We are pleased that Mr. Dondero’s memo validates all of Greenway’s six stories about the proposed Progressive Rail contract. The stories and analysis on the Greenway website, as well as the responses below, are backed by publicly referenced documents. Unfortunately, Mr. Dondero’s claims of “factual errors, exaggerations and distortions” are not supported by publicly available evidence. The information provided by Greenway is factual, documented, and does deserve your utmost concern.
After reading and listening to misdirection, vague statements and strategic omissions from RTC staff regarding the rail corridor for the past three years, the time is long past for the public to believe RTC staff’s assertions without evidence. We welcome the documented corrections to any perceived errors in Greenway’s research.
RTC Commissioners, thank you for your public service and willingness to look at the facts for this important decision in our county.
The text of the original memo from Mr. Dondero with our responses to his comments on each individual post are below. We urge readers to read the stories on Greenway’s website and make their own conclusions.
June 8, 2018
To: Regional Transportation Commission
From: George Dondero, Executive Director
Re: Response to Greenway’s Six Stories
Recently, Santa Cruz County Greenway posted a series of six stories on the “Case Against Progressive Rail” providing reasons why they think the Santa Cruz County Regional Transportation Commission should not approve the operating agreement with Progressive Rail. The material contains many factual errors, exaggerations and distortions that, if true, would deserve concern. This memorandum will provide some clarity on the facts.

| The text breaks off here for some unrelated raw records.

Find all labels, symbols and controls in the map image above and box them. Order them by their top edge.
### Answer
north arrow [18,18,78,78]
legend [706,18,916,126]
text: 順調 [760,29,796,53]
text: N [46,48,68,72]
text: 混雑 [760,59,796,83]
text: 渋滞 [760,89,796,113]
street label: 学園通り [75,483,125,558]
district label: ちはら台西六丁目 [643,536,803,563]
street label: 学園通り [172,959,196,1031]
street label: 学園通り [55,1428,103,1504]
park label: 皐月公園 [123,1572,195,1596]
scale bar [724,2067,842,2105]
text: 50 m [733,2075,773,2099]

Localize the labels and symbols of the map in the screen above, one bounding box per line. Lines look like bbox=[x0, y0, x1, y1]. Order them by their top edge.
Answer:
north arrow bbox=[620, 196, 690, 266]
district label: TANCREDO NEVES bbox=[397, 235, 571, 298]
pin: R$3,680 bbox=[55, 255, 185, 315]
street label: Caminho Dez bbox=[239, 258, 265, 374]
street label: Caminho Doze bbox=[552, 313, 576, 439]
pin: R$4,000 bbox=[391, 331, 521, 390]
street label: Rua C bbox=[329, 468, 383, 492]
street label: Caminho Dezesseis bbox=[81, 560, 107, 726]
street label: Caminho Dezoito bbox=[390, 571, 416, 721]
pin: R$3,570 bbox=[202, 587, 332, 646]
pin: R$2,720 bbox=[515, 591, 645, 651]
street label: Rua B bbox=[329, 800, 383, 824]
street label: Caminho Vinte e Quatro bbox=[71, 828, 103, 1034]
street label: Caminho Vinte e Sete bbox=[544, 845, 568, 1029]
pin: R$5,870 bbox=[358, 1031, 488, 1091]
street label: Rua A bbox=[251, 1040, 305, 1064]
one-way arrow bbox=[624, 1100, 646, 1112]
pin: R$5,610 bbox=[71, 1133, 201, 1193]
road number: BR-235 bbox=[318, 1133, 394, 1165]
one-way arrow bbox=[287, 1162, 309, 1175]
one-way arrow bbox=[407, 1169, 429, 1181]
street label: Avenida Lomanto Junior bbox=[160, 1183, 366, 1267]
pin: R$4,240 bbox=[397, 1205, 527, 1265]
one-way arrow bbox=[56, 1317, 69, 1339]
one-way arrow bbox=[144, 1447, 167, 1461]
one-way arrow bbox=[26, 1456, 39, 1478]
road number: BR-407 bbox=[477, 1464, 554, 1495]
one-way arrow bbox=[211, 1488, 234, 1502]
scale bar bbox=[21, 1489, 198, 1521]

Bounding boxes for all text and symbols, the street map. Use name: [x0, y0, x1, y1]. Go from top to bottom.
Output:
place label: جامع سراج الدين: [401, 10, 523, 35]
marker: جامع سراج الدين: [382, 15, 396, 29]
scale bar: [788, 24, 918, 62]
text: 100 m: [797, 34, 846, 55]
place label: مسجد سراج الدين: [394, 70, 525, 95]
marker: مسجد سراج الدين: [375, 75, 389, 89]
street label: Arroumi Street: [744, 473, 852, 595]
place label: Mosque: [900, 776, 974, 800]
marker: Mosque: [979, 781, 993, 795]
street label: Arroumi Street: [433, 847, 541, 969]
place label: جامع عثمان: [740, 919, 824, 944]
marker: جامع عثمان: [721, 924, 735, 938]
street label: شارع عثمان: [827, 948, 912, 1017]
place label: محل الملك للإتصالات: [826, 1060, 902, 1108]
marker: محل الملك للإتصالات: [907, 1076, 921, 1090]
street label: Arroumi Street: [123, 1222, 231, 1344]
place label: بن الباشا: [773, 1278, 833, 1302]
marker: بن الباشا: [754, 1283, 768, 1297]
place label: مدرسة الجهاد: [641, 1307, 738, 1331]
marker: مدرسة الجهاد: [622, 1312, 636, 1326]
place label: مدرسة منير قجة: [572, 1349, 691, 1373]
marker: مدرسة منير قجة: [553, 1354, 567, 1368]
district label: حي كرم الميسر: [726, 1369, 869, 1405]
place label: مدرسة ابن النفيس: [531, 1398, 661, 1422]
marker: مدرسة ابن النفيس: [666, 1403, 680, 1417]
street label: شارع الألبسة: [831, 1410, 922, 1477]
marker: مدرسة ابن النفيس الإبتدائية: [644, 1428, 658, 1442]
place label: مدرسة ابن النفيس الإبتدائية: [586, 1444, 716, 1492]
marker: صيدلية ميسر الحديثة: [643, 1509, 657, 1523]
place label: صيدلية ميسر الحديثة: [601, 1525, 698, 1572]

RTC Response: There are two lawsuits – one filed by the U.S. Government, and another filed as a class action suit. According to Progressive Rail, their executives are not named individually in the government suit, and “The class action suit alleges that we were complicit in a cover-up, which is meritless and without fact. The notion that we were protectors of the founders could not be further from the truth. We upheld our fiduciary responsibilities to the shareholders.” Class action suits typically name as many people as possible, knowing full well that only a few may be actually held accountable for the named actions.
Greenway Response: Mr. Dondero reiterates what Greenway already posted. He quotes Progressive Rail executives asserting their innocence. We expect all defendants in major federal litigation would claim the same. However, the courts in the United States work differently. Both plaintiffs and defendants have their day in court. The charges are serious and cannot be waved away by a quote from those accused, particularly when the federal government and the Securities and Exchange Commission have filed suit against the founders of Dakota Plains Holdings (where current Progressive Rail management worked) over the same securities fraud. The claim that class action lawsuits name “as many people as possible” is not supported by any reference (see definition of class action).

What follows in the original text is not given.